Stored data
---*---
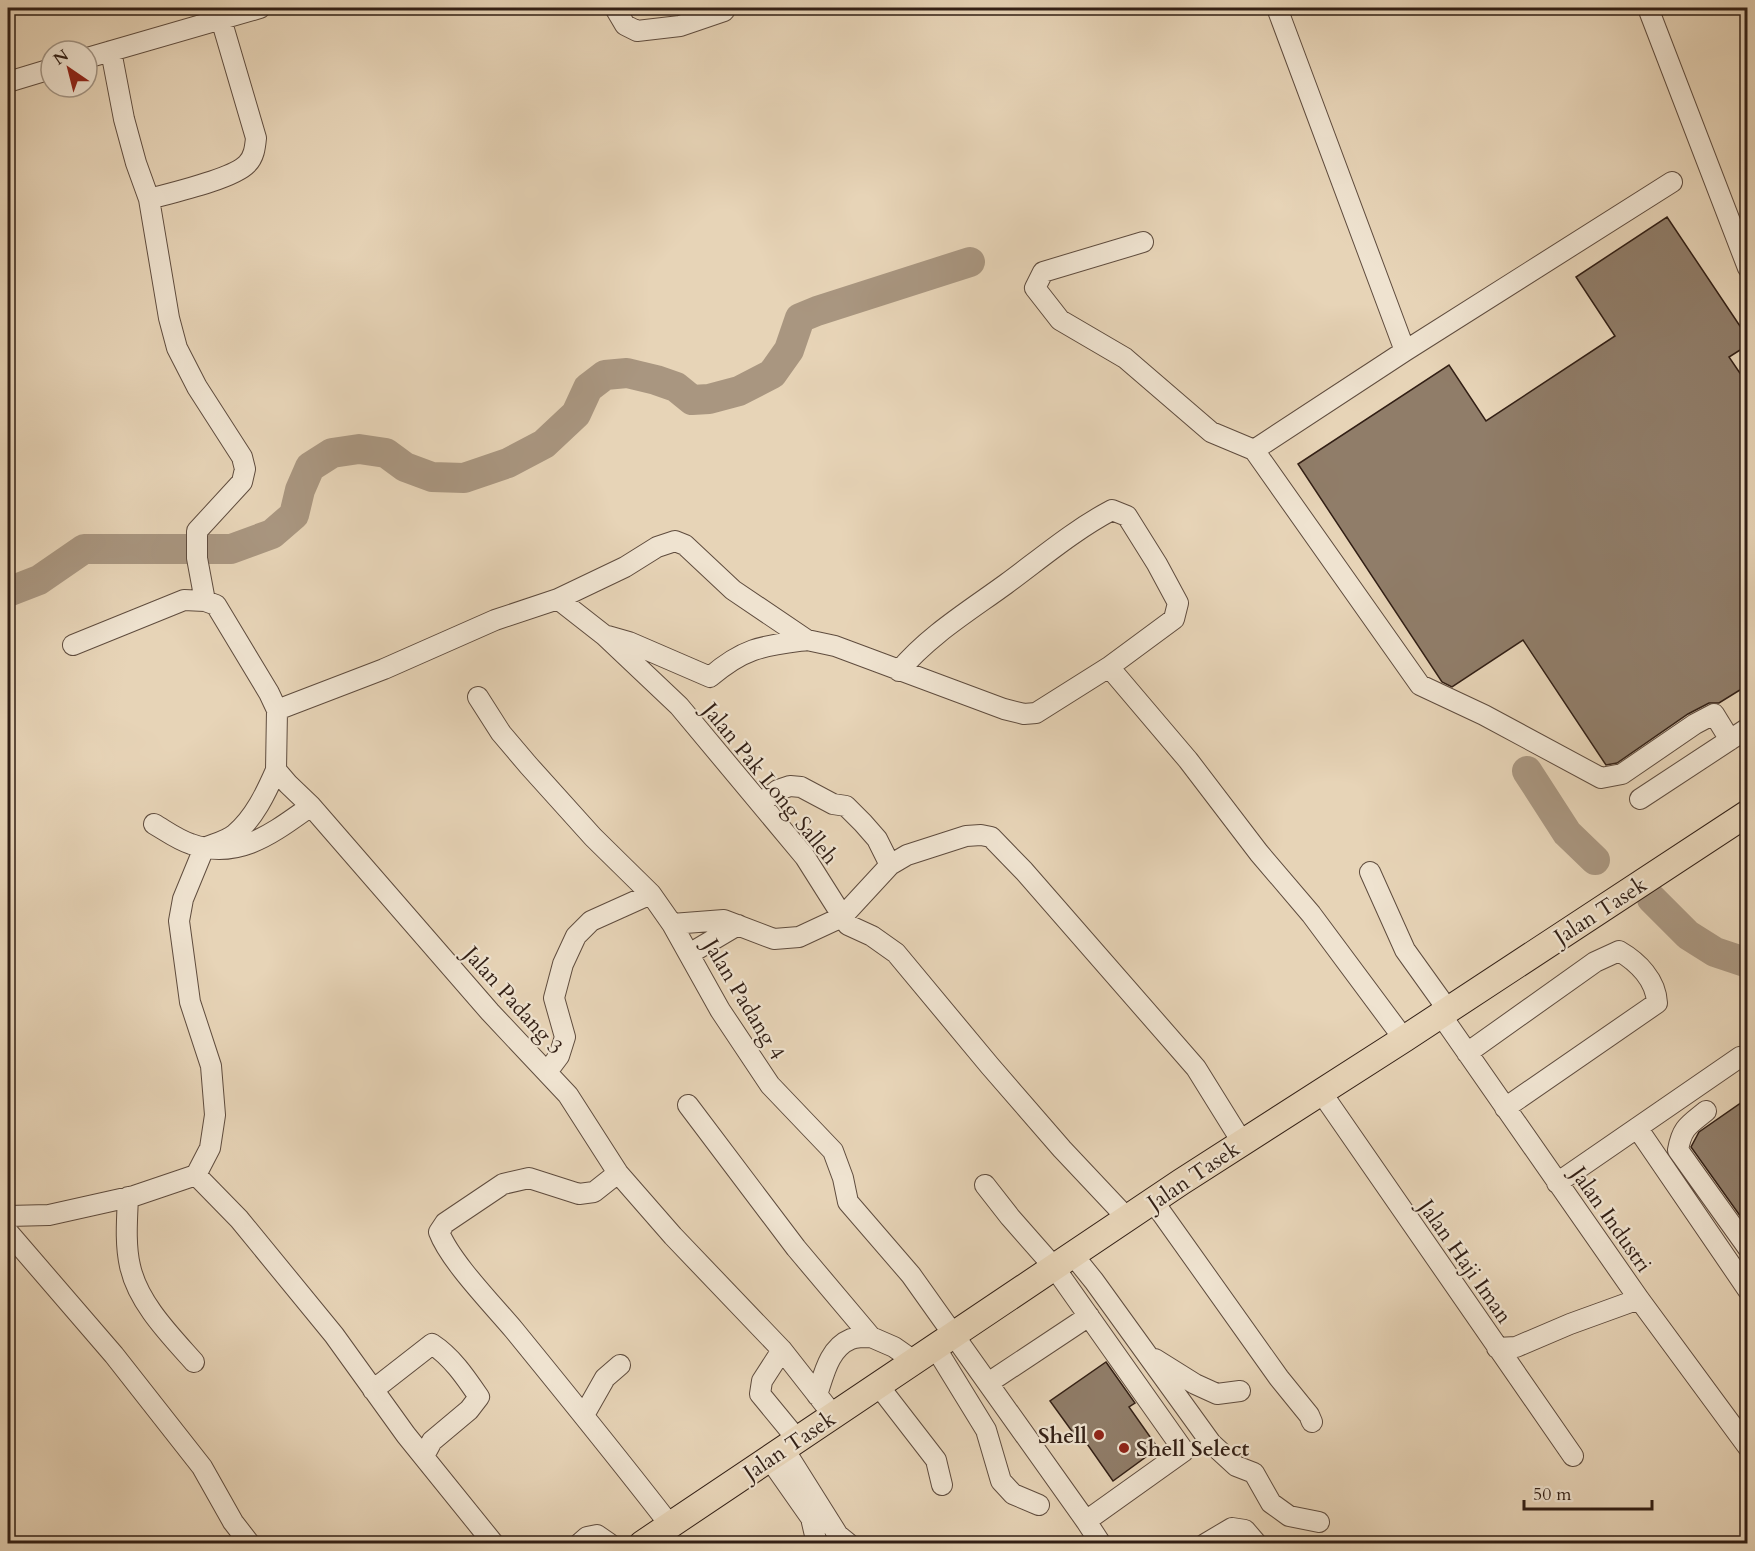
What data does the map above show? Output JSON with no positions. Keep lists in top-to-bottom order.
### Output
{
  "streets": {
    "main road": ["Jalan Tasek"],
    "street": [
      "Jalan Pak Long Salleh",
      "Jalan Padang 4",
      "Jalan Padang 3",
      "Jalan Industri",
      "Jalan Haji Iman"
    ]
  },
  "crossings": [
    ["Jalan Pak Long Salleh", "Jalan Tasek"],
    ["Jalan Tasek", "Jalan Padang 4"],
    ["Jalan Tasek", "Jalan Padang 3"],
    ["Jalan Tasek", "Jalan Industri"],
    ["Jalan Tasek", "Jalan Haji Iman"]
  ],
  "places": ["Shell", "Shell Select"],
  "scale_bar": "50 m",
  "north": "top left"
}
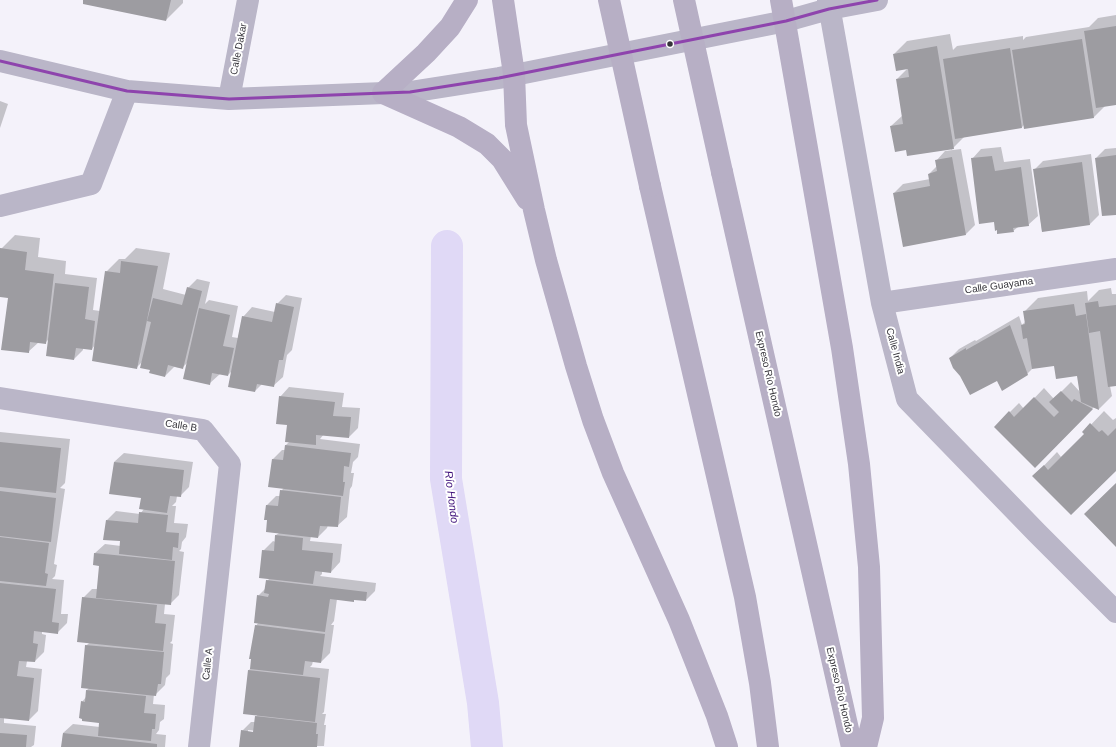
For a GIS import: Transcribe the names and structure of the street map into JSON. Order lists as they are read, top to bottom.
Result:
{
  "streets": {
    "highway": ["Expreso Río Hondo"],
    "street": [
      "Calle Dakar",
      "Calle Guayama",
      "Calle India",
      "Calle B",
      "Calle A"
    ]
  },
  "crossings": [
    ["Calle Guayama", "Calle India"],
    ["Calle B", "Calle A"]
  ],
  "water": ["Río Hondo"]
}
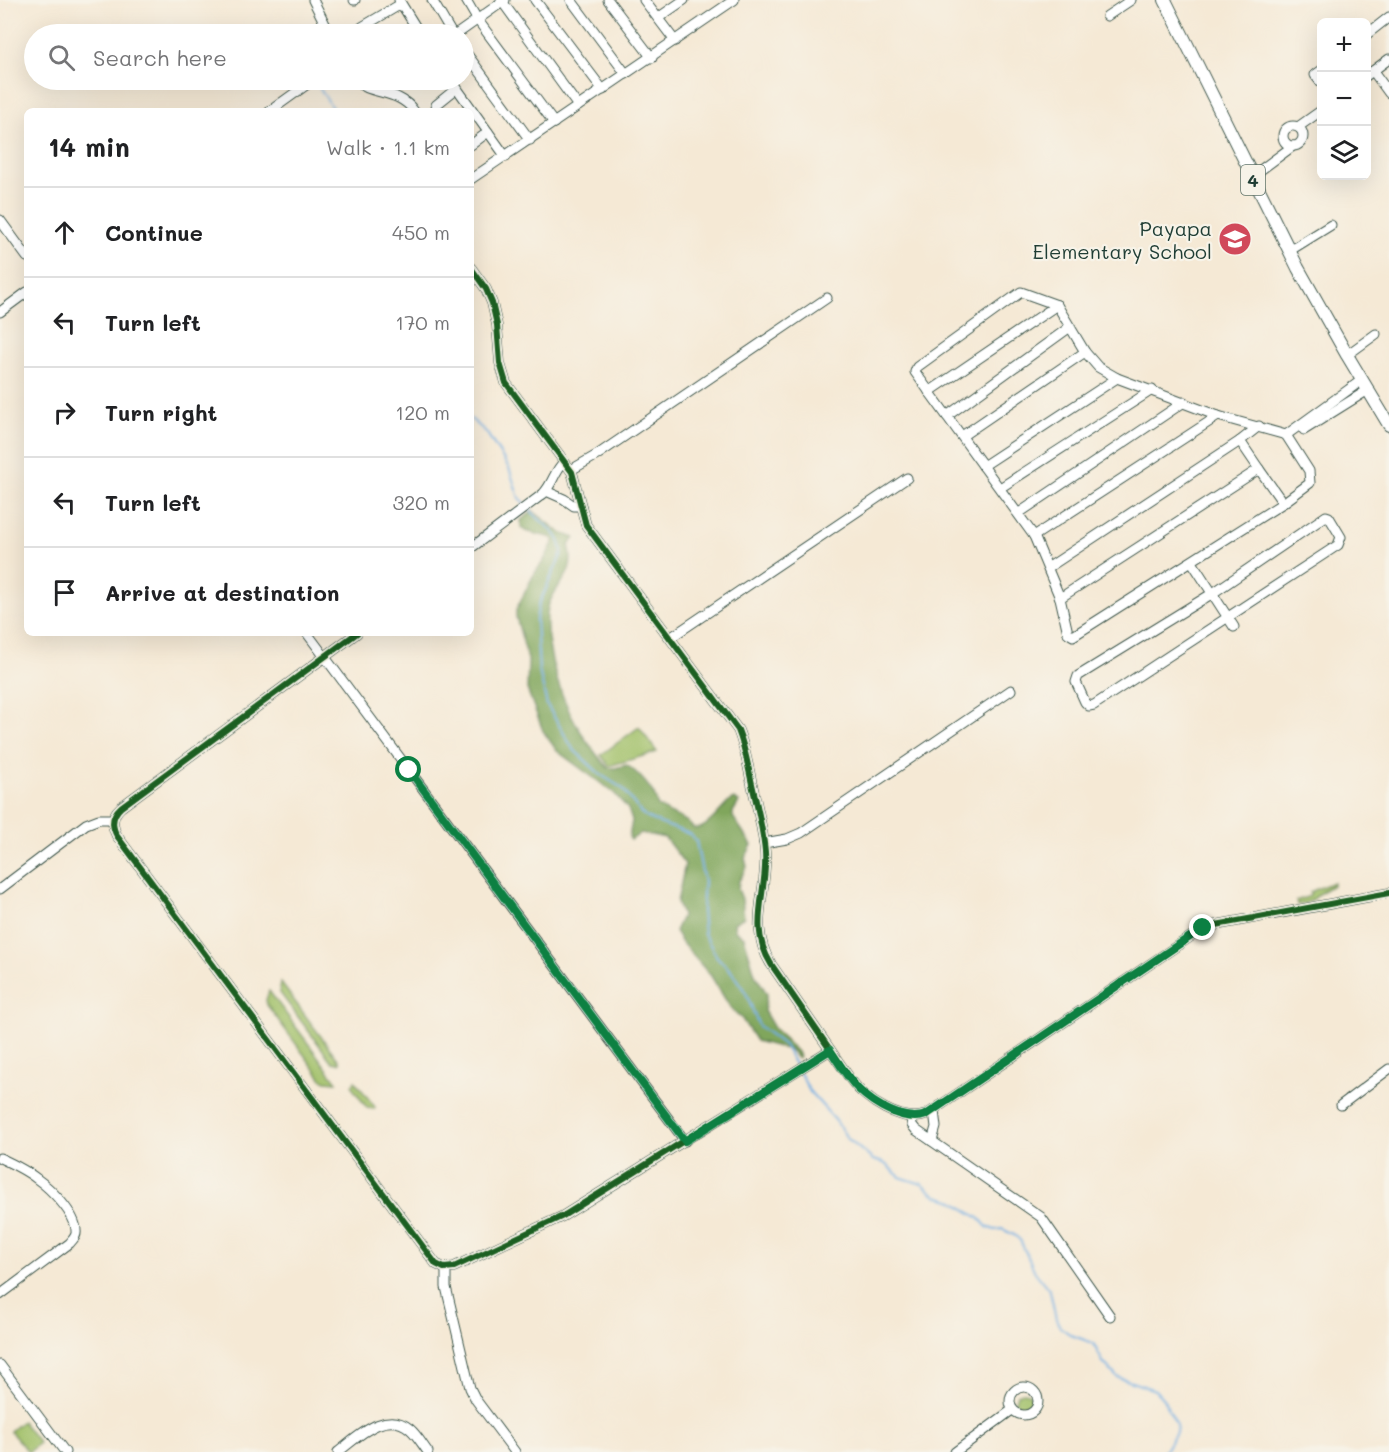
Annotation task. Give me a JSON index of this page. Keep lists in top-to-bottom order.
{
  "streets": {
    "highway": ["4"]
  },
  "places": {
    "school or university": ["Payapa Elementary School"]
  },
  "page": {
    "map_buttons": ["+", "−"],
    "search": "Search here",
    "heading": ["14 min", "Walk · 1.1 km"],
    "list": [
      ["Continue", "450 m"],
      ["Turn left", "170 m"],
      ["Turn right", "120 m"],
      ["Turn left", "320 m"],
      "Arrive at destination"
    ]
  }
}
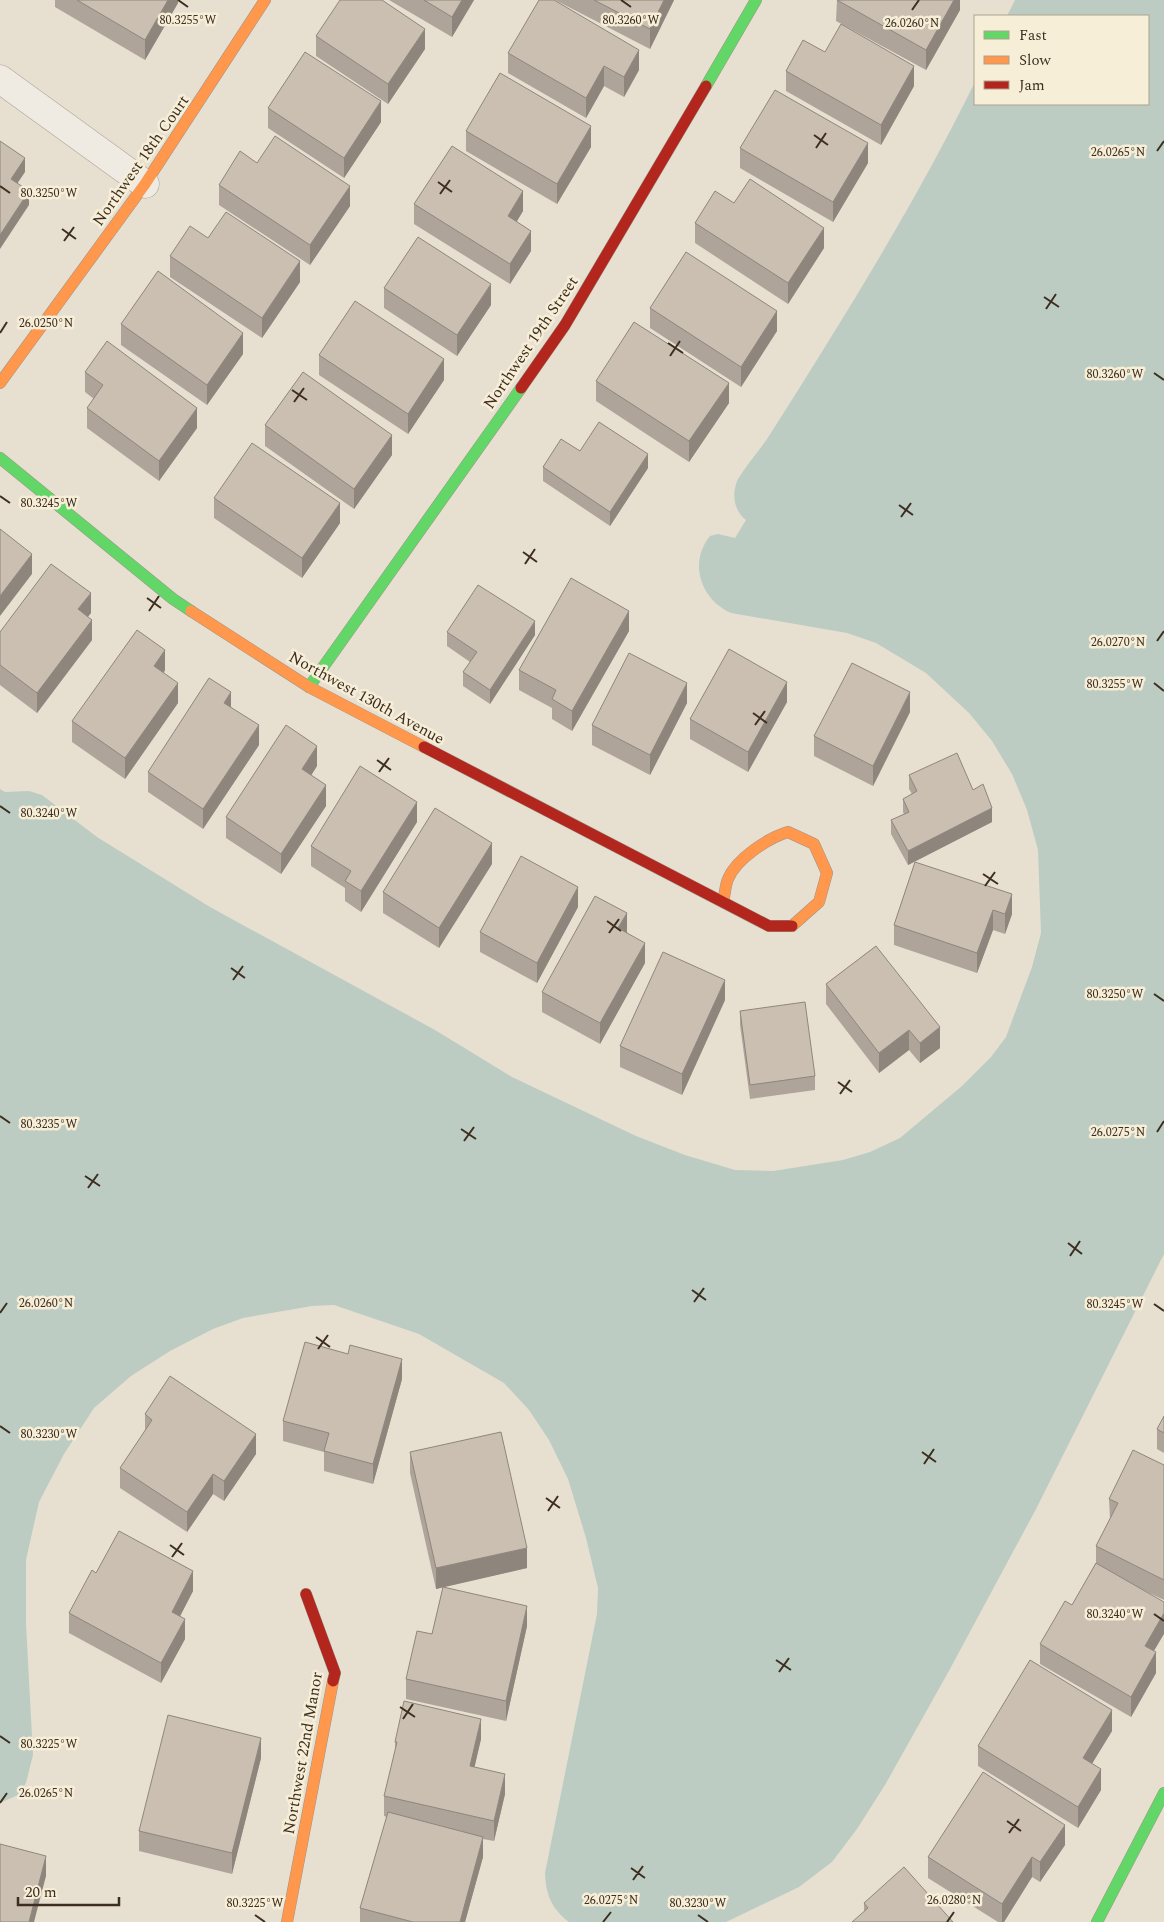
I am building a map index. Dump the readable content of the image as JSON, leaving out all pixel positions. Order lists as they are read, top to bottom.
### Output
{
  "streets": {
    "street": [
      "Northwest 18th Court",
      "Northwest 19th Street",
      "Northwest 130th Avenue",
      "Northwest 22nd Manor"
    ]
  },
  "crossings": [
    ["Northwest 19th Street", "Northwest 130th Avenue"]
  ],
  "legend": ["Fast", "Slow", "Jam"],
  "scale_bar": "20 m",
  "coordinates": [
    "80.3255°W",
    "80.3260°W",
    "26.0260°N",
    "26.0265°N",
    "80.3250°W",
    "26.0250°N",
    "80.3245°W",
    "26.0270°N",
    "80.3240°W",
    "80.3235°W",
    "26.0275°N",
    "80.3230°W",
    "80.3225°W",
    "26.0280°N"
  ]
}
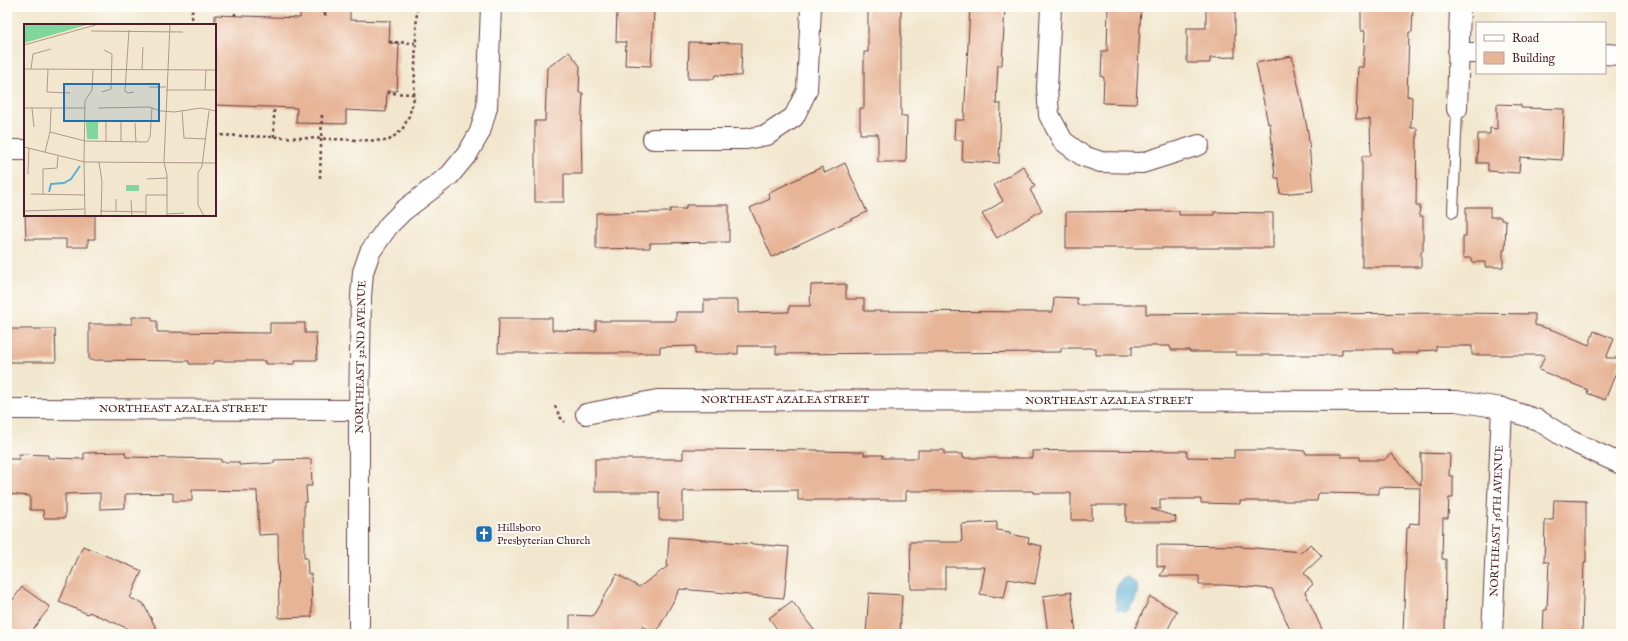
---*---
▶ _What the task requires_
Return a verbatim transcription of the data, omitting all images.

▶ _Solution to this problem_
What data does the map above show? Output JSON with no positions. Keep lists in top-to-bottom order.
### Output
{
  "streets": {
    "main road": ["Jalan Tasek"],
    "street": [
      "Jalan Pak Long Salleh",
      "Jalan Padang 4",
      "Jalan Padang 3",
      "Jalan Industri",
      "Jalan Haji Iman"
    ]
  },
  "crossings": [
    ["Jalan Pak Long Salleh", "Jalan Tasek"],
    ["Jalan Tasek", "Jalan Padang 4"],
    ["Jalan Tasek", "Jalan Padang 3"],
    ["Jalan Tasek", "Jalan Industri"],
    ["Jalan Tasek", "Jalan Haji Iman"]
  ],
  "places": ["Shell", "Shell Select"],
  "scale_bar": "50 m",
  "north": "top left"
}
For a GIS import: Transcribe the names and structure of the street map into JSON. Order lists as they are read, top to bottom.
Result:
{
  "streets": {
    "highway": ["Expreso Río Hondo"],
    "street": [
      "Calle Dakar",
      "Calle Guayama",
      "Calle India",
      "Calle B",
      "Calle A"
    ]
  },
  "crossings": [
    ["Calle Guayama", "Calle India"],
    ["Calle B", "Calle A"]
  ],
  "water": ["Río Hondo"]
}
Annotation task. Give me a JSON index of this page. Keep lists in top-to-bottom order.
{
  "streets": {
    "highway": ["4"]
  },
  "places": {
    "school or university": ["Payapa Elementary School"]
  },
  "page": {
    "map_buttons": ["+", "−"],
    "search": "Search here",
    "heading": ["14 min", "Walk · 1.1 km"],
    "list": [
      ["Continue", "450 m"],
      ["Turn left", "170 m"],
      ["Turn right", "120 m"],
      ["Turn left", "320 m"],
      "Arrive at destination"
    ]
  }
}
I am building a map index. Dump the readable content of the image as JSON, leaving out all pixel positions. Order lists as they are read, top to bottom.
### Output
{
  "streets": {
    "street": [
      "Northwest 18th Court",
      "Northwest 19th Street",
      "Northwest 130th Avenue",
      "Northwest 22nd Manor"
    ]
  },
  "crossings": [
    ["Northwest 19th Street", "Northwest 130th Avenue"]
  ],
  "legend": ["Fast", "Slow", "Jam"],
  "scale_bar": "20 m",
  "coordinates": [
    "80.3255°W",
    "80.3260°W",
    "26.0260°N",
    "26.0265°N",
    "80.3250°W",
    "26.0250°N",
    "80.3245°W",
    "26.0270°N",
    "80.3240°W",
    "80.3235°W",
    "26.0275°N",
    "80.3230°W",
    "80.3225°W",
    "26.0280°N"
  ]
}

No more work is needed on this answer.